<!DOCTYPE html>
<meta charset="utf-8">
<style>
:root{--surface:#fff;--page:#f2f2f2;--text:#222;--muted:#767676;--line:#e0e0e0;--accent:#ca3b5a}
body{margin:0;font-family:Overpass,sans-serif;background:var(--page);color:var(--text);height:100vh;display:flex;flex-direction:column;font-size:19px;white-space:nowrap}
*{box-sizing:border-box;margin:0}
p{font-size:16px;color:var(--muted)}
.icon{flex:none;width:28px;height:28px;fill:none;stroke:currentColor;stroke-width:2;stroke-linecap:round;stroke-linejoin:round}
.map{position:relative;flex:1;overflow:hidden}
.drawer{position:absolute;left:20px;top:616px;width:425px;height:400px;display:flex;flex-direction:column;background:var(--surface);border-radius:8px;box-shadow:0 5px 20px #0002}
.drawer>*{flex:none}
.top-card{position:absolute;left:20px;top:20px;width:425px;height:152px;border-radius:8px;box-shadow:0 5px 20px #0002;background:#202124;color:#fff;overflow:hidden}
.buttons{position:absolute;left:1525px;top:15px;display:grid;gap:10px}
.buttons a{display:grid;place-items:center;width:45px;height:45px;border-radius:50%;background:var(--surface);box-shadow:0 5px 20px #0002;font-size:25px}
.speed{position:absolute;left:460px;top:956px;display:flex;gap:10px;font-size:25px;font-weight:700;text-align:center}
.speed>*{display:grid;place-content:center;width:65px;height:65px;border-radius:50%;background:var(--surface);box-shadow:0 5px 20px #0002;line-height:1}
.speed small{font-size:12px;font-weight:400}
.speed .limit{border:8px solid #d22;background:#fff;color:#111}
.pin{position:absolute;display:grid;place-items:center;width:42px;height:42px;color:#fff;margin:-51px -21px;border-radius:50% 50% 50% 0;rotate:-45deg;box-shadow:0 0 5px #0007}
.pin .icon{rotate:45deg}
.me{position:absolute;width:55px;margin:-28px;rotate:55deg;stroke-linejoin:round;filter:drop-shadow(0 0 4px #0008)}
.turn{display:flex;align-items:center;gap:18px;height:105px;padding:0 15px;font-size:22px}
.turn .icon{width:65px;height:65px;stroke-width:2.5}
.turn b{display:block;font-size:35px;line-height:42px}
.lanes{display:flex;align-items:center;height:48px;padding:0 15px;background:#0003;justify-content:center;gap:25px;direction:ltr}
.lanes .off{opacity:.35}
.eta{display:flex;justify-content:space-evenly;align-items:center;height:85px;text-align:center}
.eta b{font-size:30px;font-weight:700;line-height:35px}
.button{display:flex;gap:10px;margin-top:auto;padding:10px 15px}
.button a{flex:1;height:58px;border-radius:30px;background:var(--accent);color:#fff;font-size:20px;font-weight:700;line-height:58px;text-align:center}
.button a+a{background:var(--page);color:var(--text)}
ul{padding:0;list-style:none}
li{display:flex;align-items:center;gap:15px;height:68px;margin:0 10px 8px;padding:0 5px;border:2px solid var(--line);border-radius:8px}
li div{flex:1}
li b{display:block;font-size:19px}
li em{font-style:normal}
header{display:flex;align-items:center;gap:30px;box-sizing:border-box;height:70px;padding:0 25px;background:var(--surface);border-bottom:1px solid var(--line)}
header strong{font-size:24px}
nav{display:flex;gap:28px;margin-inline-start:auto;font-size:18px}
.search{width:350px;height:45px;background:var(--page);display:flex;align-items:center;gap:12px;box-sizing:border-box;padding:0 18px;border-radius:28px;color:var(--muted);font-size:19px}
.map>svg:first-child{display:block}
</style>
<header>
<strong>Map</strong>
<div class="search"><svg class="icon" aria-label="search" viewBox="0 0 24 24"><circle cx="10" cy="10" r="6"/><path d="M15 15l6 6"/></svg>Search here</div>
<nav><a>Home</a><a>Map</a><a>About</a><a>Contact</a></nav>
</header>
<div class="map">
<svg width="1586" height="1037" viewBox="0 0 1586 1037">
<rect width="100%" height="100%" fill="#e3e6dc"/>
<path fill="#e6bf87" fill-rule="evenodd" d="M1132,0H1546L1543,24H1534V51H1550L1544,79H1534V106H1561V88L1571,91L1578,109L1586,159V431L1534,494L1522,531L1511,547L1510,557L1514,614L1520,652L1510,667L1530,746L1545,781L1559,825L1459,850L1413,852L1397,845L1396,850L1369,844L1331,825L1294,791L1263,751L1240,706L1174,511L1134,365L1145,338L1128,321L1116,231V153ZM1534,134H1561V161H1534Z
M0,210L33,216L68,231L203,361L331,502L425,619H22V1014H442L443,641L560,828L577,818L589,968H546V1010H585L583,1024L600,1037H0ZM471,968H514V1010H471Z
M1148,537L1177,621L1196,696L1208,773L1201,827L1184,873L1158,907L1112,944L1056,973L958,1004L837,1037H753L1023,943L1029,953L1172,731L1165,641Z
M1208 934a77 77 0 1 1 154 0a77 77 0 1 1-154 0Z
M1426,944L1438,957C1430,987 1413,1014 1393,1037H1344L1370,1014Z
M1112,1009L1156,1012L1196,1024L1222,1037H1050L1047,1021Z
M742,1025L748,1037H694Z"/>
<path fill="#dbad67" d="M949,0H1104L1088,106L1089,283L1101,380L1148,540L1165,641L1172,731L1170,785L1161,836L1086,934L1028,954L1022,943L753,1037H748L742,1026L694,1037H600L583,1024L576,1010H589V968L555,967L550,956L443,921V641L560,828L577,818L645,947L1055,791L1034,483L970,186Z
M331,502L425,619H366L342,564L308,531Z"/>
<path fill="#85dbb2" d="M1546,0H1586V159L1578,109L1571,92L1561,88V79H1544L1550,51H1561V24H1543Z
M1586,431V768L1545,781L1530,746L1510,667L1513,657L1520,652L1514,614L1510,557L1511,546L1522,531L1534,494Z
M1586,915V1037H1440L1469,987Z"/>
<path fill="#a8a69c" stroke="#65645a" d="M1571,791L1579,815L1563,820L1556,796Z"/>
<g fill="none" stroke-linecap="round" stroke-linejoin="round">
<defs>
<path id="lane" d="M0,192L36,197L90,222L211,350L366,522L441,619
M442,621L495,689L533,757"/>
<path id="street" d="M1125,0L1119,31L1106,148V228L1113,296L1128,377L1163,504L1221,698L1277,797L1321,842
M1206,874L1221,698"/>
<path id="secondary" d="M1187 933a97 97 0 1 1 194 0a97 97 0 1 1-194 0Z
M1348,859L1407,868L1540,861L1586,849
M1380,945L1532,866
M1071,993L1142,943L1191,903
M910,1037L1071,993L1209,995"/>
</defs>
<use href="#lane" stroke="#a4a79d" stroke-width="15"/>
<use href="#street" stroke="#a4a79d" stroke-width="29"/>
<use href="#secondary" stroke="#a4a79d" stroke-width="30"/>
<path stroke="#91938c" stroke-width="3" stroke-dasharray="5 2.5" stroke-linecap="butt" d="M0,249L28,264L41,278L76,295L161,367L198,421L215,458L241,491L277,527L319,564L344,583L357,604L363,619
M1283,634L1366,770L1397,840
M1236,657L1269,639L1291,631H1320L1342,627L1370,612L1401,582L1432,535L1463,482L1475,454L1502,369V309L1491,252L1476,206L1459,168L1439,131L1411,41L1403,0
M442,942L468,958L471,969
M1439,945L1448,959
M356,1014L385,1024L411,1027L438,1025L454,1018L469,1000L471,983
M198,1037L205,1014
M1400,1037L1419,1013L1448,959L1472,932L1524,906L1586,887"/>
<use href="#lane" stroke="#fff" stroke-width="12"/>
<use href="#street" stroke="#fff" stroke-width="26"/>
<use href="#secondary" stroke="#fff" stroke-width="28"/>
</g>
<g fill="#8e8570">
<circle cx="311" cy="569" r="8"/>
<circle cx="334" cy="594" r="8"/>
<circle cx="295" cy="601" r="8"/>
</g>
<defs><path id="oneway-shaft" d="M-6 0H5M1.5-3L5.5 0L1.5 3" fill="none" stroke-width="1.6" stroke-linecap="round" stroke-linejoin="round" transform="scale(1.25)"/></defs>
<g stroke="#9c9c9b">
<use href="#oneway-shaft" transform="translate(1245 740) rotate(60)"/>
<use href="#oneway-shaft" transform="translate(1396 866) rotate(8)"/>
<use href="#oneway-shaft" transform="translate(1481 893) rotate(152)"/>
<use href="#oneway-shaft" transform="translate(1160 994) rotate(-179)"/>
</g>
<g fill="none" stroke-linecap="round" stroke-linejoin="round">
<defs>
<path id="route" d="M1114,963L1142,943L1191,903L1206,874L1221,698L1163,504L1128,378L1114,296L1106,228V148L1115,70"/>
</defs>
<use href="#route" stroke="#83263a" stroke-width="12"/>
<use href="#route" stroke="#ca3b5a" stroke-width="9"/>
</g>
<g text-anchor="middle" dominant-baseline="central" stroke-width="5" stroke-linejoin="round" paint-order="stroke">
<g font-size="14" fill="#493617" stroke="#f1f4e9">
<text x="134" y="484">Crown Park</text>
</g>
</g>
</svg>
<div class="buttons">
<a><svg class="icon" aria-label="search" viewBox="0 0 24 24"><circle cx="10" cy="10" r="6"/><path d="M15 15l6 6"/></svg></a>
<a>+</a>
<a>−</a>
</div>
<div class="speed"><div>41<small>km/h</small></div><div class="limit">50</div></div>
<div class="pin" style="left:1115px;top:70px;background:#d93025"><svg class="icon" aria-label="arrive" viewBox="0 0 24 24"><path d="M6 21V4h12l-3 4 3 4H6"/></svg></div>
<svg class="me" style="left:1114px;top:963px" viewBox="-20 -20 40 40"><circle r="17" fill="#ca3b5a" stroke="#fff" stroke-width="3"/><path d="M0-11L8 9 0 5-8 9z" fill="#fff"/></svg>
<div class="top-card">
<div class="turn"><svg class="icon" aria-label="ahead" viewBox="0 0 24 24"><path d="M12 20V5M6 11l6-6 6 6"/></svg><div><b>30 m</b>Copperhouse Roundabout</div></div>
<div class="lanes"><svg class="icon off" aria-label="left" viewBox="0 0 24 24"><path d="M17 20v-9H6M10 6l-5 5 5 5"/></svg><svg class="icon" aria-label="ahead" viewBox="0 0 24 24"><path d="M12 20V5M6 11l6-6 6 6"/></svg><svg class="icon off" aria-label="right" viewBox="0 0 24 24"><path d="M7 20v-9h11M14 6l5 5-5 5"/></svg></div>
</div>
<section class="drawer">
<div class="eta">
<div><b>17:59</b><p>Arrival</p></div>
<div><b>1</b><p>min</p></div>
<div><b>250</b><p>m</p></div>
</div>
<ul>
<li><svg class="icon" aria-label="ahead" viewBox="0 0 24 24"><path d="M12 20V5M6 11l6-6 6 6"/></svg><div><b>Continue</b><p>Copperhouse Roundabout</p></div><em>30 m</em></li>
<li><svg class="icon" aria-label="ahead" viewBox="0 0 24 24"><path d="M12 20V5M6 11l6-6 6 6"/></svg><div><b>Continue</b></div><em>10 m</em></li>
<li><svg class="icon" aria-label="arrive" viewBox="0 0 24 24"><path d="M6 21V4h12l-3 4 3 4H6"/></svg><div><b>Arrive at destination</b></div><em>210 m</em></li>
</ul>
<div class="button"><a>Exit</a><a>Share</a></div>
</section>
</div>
————
## Description of the task
When you find a line in the records that contains the word "space", copy it.

## Answer below
body{margin:0;font-family:Overpass,sans-serif;background:var(--page);color:var(--text);height:100vh;display:flex;flex-direction:column;font-size:19px;white-space:nowrap}
.eta{display:flex;justify-content:space-evenly;align-items:center;height:85px;text-align:center}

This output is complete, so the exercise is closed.